Prompting for Fixtures and Setup/Teardown

When your test requires database state, API seeding, or other setup, tell AI where your fixture layer lives:

Our test fixtures live in tests/fixtures/. We have:
- db.fixture.ts — exposes a `db` object with methods like db.createUser(), db.deleteUser(), db.createOrder()
- api.fixture.ts — exposes an `apiClient` for making authenticated API calls in setup

For the test below, use these fixtures to seed an order in "pending" state before the test runs,
and clean it up in afterEach using db.deleteOrder(orderId).

Asserting Network Calls, Not Just UI State

AI defaults to asserting only visible UI state. Prompt it explicitly to also assert network responses when relevant:

After the checkout submit action, add a Playwright waitForResponse assertion that:
- Intercepts POST /api/v1/orders
- Asserts the response status is 201
- Asserts the response body contains { status: "pending_payment" }

This produces tests that catch backend regressions even when the UI shows a success message incorrectly.

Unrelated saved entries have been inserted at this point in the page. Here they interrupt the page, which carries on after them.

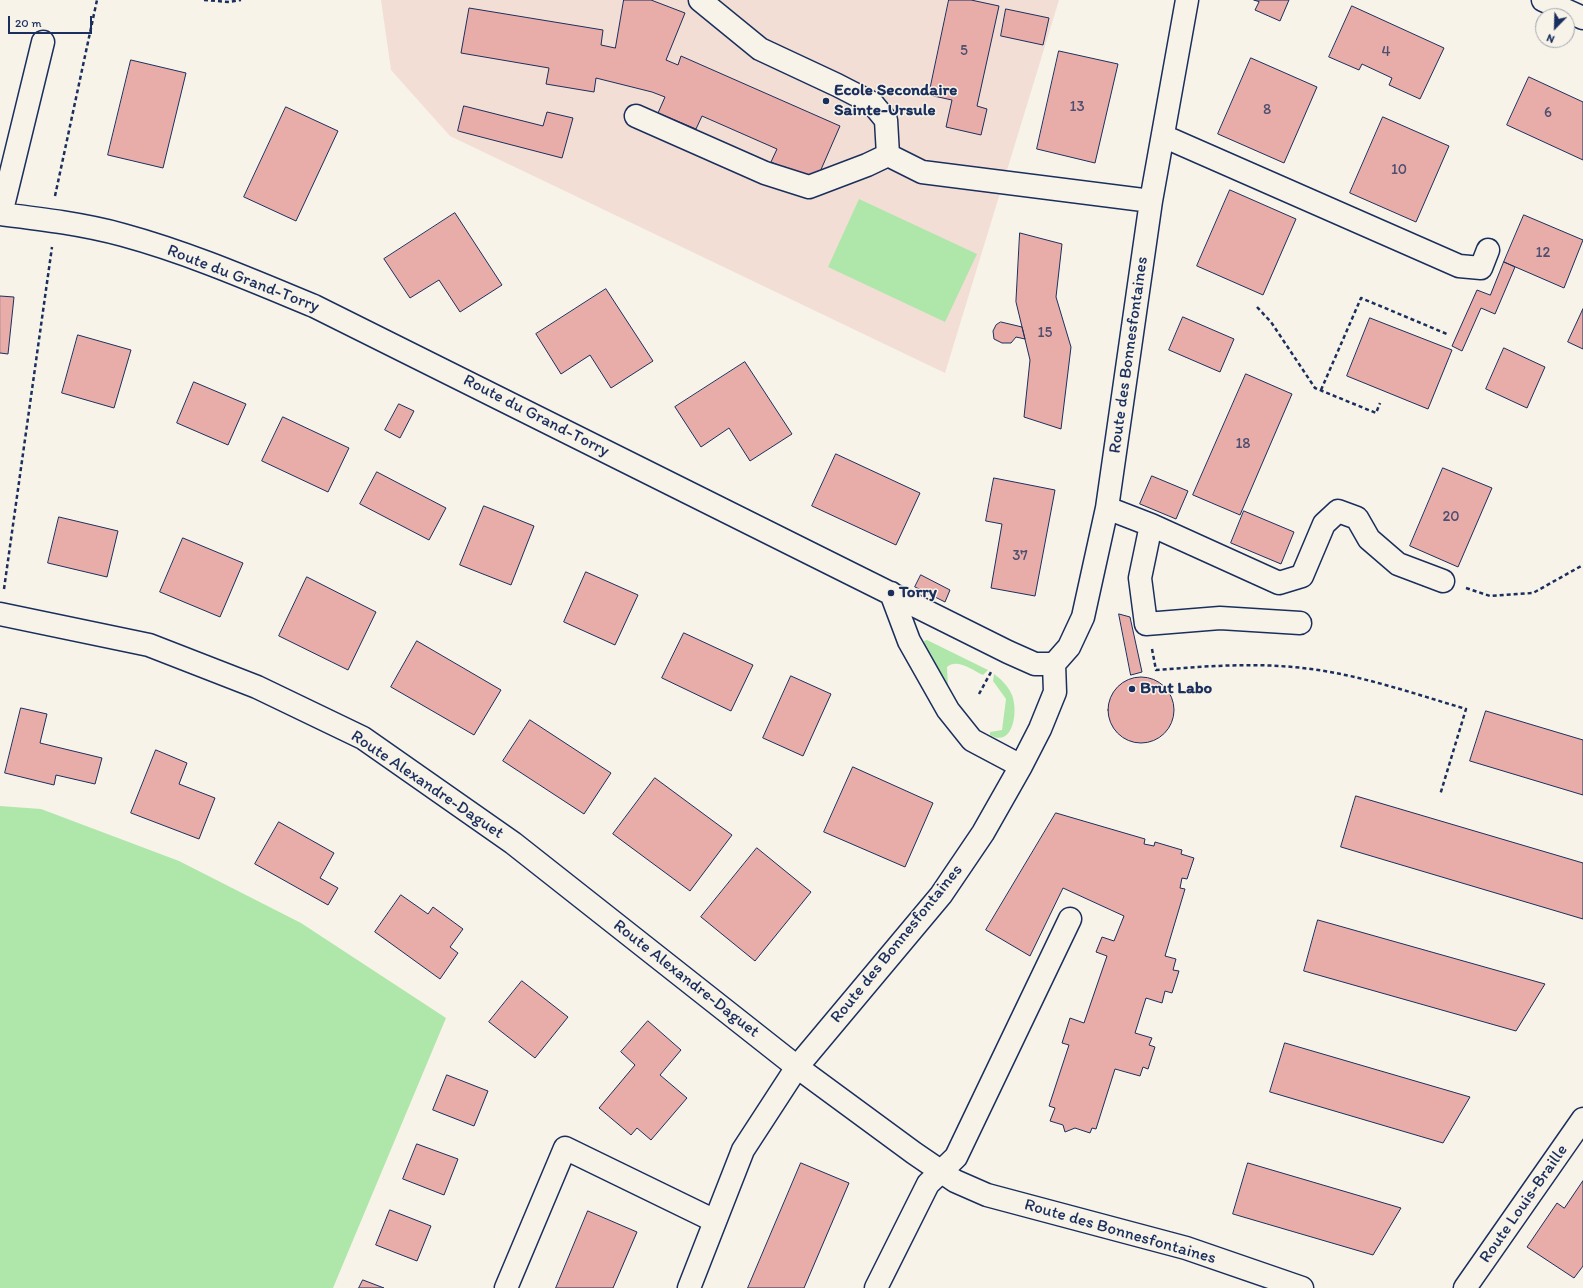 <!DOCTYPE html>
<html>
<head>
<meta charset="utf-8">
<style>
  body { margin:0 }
  #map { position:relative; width:1583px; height:1288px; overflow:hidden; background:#f7f3e8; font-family:Itim,sans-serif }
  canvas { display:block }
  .north { position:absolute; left:1535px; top:8px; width:40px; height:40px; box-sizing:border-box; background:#f7f3e8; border:1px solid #9fa5b1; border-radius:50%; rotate:203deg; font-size:11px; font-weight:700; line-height:16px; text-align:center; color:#1b2f5e }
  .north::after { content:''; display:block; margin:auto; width:14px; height:18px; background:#1b2f5e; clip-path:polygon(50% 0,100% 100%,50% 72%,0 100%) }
  .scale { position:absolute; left:8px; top:16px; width:84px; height:18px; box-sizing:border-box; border:2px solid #1b2f5e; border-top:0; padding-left:5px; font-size:12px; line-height:14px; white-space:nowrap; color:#1b2f5e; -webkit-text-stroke:3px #f7f3e8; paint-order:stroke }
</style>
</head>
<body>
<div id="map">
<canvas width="1583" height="1288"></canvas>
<div class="north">N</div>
<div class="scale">20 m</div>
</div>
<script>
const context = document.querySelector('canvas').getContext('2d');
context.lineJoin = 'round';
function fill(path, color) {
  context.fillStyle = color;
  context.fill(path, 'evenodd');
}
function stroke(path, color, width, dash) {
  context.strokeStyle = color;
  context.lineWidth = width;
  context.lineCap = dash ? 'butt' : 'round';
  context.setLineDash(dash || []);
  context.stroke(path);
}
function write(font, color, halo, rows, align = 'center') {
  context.font = font + ' Itim,sans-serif';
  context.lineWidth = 3;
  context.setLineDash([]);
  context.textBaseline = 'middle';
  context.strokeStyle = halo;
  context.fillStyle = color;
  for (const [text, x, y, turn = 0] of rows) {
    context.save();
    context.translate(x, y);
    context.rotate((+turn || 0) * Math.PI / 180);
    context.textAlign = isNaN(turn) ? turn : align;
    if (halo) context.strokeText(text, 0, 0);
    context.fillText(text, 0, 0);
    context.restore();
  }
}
fill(new Path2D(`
  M381 0H1059L945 373 450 136 391 70Z`), '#f2ded5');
fill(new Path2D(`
  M859 199 977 254 945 322 828 267Z
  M927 640 988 670 983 675C972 670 957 658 947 667L948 687H946L925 648 924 641Z
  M994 674C1001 679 1007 685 1011 693 1019 708 1014 749 990 735V732L1002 730 1006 699 993 681Z
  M0 806 41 809 179 861 301 923 446 1018 333 1288H0Z`), '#afe7ab');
const building = new Path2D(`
  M624 0H651L685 13 666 60 678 65 681 56 840 126 816 181 771 162 777 149 702 116 696 129 658 113 665 97 652 92 596 78 594 92 546 84 549 68 461 53 469 8 603 30 601 45 615 48Z
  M949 0H971L999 6 977 106 987 109 981 135 946 127 952 100 929 95Z
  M1254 0H1289L1280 21 1255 10 1259 2Z
  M1352 6 1444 48 1420 99 1389 85 1392 78 1362 64 1359 70 1329 57Z
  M1006 9 1049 18 1043 45 1001 36Z
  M1059 51 1118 64 1095 163 1037 149Z
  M1251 58 1317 87 1284 163 1218 134Z
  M131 60 186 73 163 168 108 155Z
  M1529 77 1583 102V160L1507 125Z
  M464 106 543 126 547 112 573 118 562 158 458 131Z
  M286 107 338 131 296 221 244 197Z
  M1383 117 1449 146 1416 222 1350 193Z
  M1230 190 1296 219 1263 295 1197 266Z
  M455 213 502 285 460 312 439 280 410 298 384 259Z
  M1524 215 1583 240 1564 288 1504 262Z
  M1020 233 1062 244 1056 297 1071 347 1061 429 1024 417 1030 360 1016 302Z
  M1504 262 1515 267 1495 314 1481 308 1462 351 1452 346 1477 290 1490 295Z
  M606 289 653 361 611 388 590 355 561 374 536 334Z
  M0 296 14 297 8 354 0 353Z
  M1583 309V349L1568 342Z
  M1183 317 1234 339 1220 372 1169 350Z
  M1370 318 1452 350 1428 409 1347 376Z
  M1001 322 1022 327 1025 339 1016 337 1011 343H1002L994 339 993 331 996 325Z
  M78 335 131 350 114 408 62 393Z
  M1504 348 1545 367 1527 408 1486 389Z
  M745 362 792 434 750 461 729 428 701 447 675 407Z
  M1246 374 1292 394 1240 515 1193 495Z
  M194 382 246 404 228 445 177 423Z
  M399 404 414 411 400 438 385 430Z
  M283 417 349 448 328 492 262 461Z
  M836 454 920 493 896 545 812 506Z
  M1443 468 1492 488 1458 567 1410 546Z
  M377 472 446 508 429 540 360 504Z
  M1152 476 1188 491 1176 519 1140 504Z
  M994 478 1055 490 1035 596 991 588 1002 524 986 521Z
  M484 506 534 526 511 585 460 565Z
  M1244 511 1294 532 1281 564 1231 543Z
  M59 517 118 531 107 577 48 563Z
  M183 538 243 563 220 617 160 592Z
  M586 572 638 595 615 645 564 622Z
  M921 575 950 590 945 602 915 587Z
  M307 577 376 612 348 670 279 636Z
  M1119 614 1130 617 1142 672 1131 675Z
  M684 633 753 665 731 711 662 678Z
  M417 641 501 690 474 735 391 687Z
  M791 676 831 694 803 756 763 738Z
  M1108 710a33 33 0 1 1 66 0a33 33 0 1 1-66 0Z
  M21 708 47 714 40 743 102 758 95 784 56 775 54 785 5 773Z
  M1486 711 1583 740V795L1470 761Z
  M530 720 611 773 584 814 503 761Z
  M156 750 187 763 179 784 215 798 199 839 131 813Z
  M853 767 933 803 905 867 824 832Z
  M655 778 732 835 690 891 613 834Z
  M1356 796 1583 863V919L1341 847Z
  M1056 813 1145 839 1144 844 1154 846 1155 842 1182 850 1181 854 1194 858 1187 879 1182 878 1180 888 1185 889 1165 956 1176 959 1173 970 1179 971 1172 993 1165 991 1162 1003 1146 998 1135 1033 1152 1038 1149 1045 1155 1047 1148 1069 1143 1067 1140 1076 1115 1069 1096 1129 1092 1128 1090 1133 1075 1128 1065 1132 1063 1125 1050 1121 1055 1108 1049 1106 1069 1045 1062 1043 1070 1018 1084 1023 1107 956 1096 952 1102 937 1114 941 1124 916 1063 888 1030 956 986 930Z
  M279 822 334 853 320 878 338 888 328 905 255 864Z
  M757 848 811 892 755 961 701 917Z
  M401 895 428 914 433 907 463 929 450 947 458 953 440 979 375 932Z
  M1318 920 1545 984 1516 1031 1304 971Z
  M522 981 568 1017 535 1058 489 1022Z
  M648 1021 681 1050 660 1075 687 1098 651 1140 637 1128 631 1135 599 1108 635 1065 621 1052Z
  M1285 1043 1470 1097 1443 1143 1270 1092Z
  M447 1075 488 1091 474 1126 433 1110Z
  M417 1144 458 1159 444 1195 403 1179Z
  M801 1163 849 1183 804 1288H748Z
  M1248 1163 1401 1208 1373 1255 1233 1214Z
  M1583 1181V1266L1574 1278 1527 1247 1557 1203 1564 1208Z
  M390 1210 431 1226 417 1261 376 1245Z
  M588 1211 637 1232 613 1288H556Z
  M363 1280 384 1288H359Z`);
fill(building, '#e8ada9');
stroke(building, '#1b2f5e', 1);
const minor = new Path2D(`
  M700 0 760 49 837 85 872 103 886 120 888 155
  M1543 0 1583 18
  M636 116 765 173 809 187 867 165 888 155
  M1163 136 1459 266 1481 268 1488 250
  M888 155 922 172 1151 201
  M0 214C41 219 83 224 123 235 189 253 251 280 314 306L1008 652 1035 664H1054
  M1 214 43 42
  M1107 508 1151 525 1279 583 1302 576 1324 524 1338 511 1357 518 1369 539 1398 564 1443 581
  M1151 525 1140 578 1146 624 1220 618 1300 623
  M891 593 909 641 948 710 972 740 1021 766
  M0 614 149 645 257 687 363 738 513 843 797 1067 914 1153 955 1181 987 1195 1186 1248 1302 1288
  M506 1288 565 1148 715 1221
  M689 1288 743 1150 797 1067 941 895 983 833 1021 766 1040 729 1055 692 1054 664 1069 647 1083 617 1107 508 1151 201 1187 0
  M876 1288 928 1184 956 1157 1070 919
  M1465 1288 1583 1119`);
stroke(minor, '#1b2f5e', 25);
stroke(new Path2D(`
  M204 0 229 2 241 0
  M55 196 97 0
  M1257 307 1271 322 1315 388 1376 413 1380 403
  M1321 390 1361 298 1447 334
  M1466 588 1490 596 1533 593 1583 565
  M4 589 52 247
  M1152 649 1156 670C1208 666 1259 662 1311 669 1364 676 1415 694 1466 709L1440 795
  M979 694 991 672`), '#1b2f5e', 2.5, [4, 3]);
stroke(minor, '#f7f3e8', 22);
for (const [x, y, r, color] of [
  [826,101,4,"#1b2f5e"],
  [891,593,4,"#1b2f5e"],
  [1132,689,4,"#1b2f5e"]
]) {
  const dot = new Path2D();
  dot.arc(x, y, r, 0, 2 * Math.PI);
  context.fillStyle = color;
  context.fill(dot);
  stroke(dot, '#f7f3e8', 1.5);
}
write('15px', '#4e4e71', null, [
  ["5",964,51],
  ["4",1386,52],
  ["13",1077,107],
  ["8",1267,110],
  ["6",1548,113],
  ["10",1399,170],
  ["12",1543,253],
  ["15",1045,333],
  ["18",1243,444],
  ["20",1451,517],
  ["37",1020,556]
]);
write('bold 17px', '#1b2f5e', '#f7f3e8', [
  ["Ecole Secondaire",834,91],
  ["Sainte-Ursule",834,111],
  ["Torry",899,593],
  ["Brut Labo",1140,689]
], 'left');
write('17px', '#1b2f5e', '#f7f3e8', [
  ["Route du Grand-Torry",243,279,21],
  ["Route des Bonnesfontaines",1129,355,-82],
  ["Route du Grand-Torry",536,416,27],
  ["Route Alexandre-Daguet",427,785,34],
  ["Route des Bonnesfontaines",897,944,-51],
  ["Route Alexandre-Daguet",686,979,38],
  ["Route Louis-Braille",1524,1204,-55],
  ["Route des Bonnesfontaines",1120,1232,16]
]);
</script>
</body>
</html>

Learning Tip: After AI generates a Playwright test, search the output for nth(, .locator('div., .locator('span., and xpath=. Any of these in the generated code is a red flag — instruct AI to replace them with getByRole, getByTestId, or getByLabel. This single habit will prevent the majority of selector-related flakiness in AI-generated tests.


How to Generate Maestro Mobile E2E Flows with AI Assistance?

Maestro is a mobile E2E testing framework from Mobile.dev that uses a YAML-based flow syntax. It runs on both iOS and Android without requiring code, making it accessible — but the YAML syntax is specific and AI needs explicit guidance to produce valid flows.

Providing Maestro Context to AI

AI tools are less likely to have seen extensive Maestro code than Playwright. Always provide the Maestro YAML syntax in your prompt:

Generate a Maestro YAML flow for the following mobile user journey.

MAESTRO SYNTAX REFERENCE (use exactly these patterns):
appId: com.example.myapp
---
- launchApp
- tapOn: "Sign In"
- tapOn:
    id: "login_email_field"
- inputText: "[email protected]"
- tapOn:
    id: "login_password_field"
- inputText: "${PASSWORD}"
- tapOn: "Login"
- assertVisible: "Welcome back"
- takeScreenshot: login_success

AVAILABLE SELECTORS in the app:
- id: "login_email_field"
- id: "login_password_field"  
- id: "login_cta_button"
- id: "home_screen_header"
- text: "Welcome back, ${username}"

ENVIRONMENT VARIABLES AVAILABLE:
- ${EMAIL}: test user email
- ${PASSWORD}: test user password

FLOW TO TEST:
1. Launch app, land on onboarding screen
2. Tap "Already have an account? Sign In"
3. Enter email and password
4. Tap login button
5. Assert home screen header visible
6. Assert welcome message contains the username

Generating Parameterized Maestro Flows

One of Maestro's most powerful features is parameterized flows via env files. Prompt AI to generate these together:

Generate a parameterized Maestro flow for adding an item to the cart, plus the corresponding 
.env file for test data. The flow should accept:
- PRODUCT_NAME (string)
- PRODUCT_QUANTITY (integer)
- EXPECTED_CART_TOTAL (string, e.g., "$45.00")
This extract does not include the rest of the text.